Introducing Monopoly Deal as a BORG Benchmark
To specifically isolate and study this BORG dynamic, Will Wolf introduced a modified version of the popular card game, Monopoly Deal. This adaptation simplifies some of the original game’s rules while highlighting the bounded one-sided response mechanism. For instance, when a player uses a ‘Rent’ card, the opponent is compelled to sequentially choose cards (either cash or property) to satisfy the rent demand. This interaction perfectly encapsulates the BORG dynamic, where the responding player must fulfill a condition before the turn resolves.
The research demonstrates that a well-established algorithm, Counterfactual Regret Minimization (CFR), can effectively learn strategies for this BORG environment without needing any new algorithmic modifications.
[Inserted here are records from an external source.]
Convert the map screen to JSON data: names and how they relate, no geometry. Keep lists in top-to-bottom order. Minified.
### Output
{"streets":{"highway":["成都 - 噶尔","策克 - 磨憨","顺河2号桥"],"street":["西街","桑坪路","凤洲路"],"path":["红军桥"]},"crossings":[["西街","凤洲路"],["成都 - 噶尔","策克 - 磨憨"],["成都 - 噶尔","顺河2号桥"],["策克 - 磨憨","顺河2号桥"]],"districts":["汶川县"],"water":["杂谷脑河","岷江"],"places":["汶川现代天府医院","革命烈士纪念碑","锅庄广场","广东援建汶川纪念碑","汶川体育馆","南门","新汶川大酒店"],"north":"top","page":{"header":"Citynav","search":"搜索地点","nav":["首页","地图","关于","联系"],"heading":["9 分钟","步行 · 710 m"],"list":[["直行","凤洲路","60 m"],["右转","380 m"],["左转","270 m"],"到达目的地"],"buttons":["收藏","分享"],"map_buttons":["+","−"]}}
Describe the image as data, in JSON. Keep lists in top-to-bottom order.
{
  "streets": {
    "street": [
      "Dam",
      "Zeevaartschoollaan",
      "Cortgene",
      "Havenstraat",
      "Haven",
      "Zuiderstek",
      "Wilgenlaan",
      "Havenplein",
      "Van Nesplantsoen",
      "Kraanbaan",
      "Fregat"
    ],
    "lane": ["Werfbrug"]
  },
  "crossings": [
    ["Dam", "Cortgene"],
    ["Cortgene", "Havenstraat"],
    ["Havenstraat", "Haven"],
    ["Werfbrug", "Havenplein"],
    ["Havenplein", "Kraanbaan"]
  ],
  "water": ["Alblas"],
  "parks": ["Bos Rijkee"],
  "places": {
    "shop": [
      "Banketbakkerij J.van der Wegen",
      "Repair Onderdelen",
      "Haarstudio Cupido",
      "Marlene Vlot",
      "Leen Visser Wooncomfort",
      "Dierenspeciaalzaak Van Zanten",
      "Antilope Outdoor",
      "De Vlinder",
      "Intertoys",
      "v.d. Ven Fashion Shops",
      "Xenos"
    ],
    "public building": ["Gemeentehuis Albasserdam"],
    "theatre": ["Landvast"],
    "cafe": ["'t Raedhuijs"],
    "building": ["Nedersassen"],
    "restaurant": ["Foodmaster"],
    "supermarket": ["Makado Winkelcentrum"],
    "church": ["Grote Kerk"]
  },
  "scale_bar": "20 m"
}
CFR is a gold-standard method for computing approximate Nash equilibria in games where players have incomplete information, meaning they don’t know everything about their opponents’ hands or strategies.
A Comprehensive Research Platform
Beyond the theoretical formalization and algorithmic demonstration, the project also delivers a practical, lightweight, and full-stack research platform. This system integrates the modified Monopoly Deal game environment, a parallelized CFR training engine, and even a human-playable web interface. The entire setup is designed to run efficiently on a single workstation, making it highly accessible for researchers. The platform prioritizes fast convergence (achieving stable strategies in about 20 minutes), detailed logging for introspection, easy human interaction with trained AI agents, and robust reproducibility through deterministic seeding and checkpointing.
The system’s architecture is divided into a training stack and a serving stack. The training stack uses local ‘Ray workers’ to run self-play games, with a central process managing the global policy and regret updates. The serving stack loads these trained policies into a web-based interface, allowing humans to play against the AI and visualize its decision-making process in real-time. All game interactions are logged to a database for later analysis.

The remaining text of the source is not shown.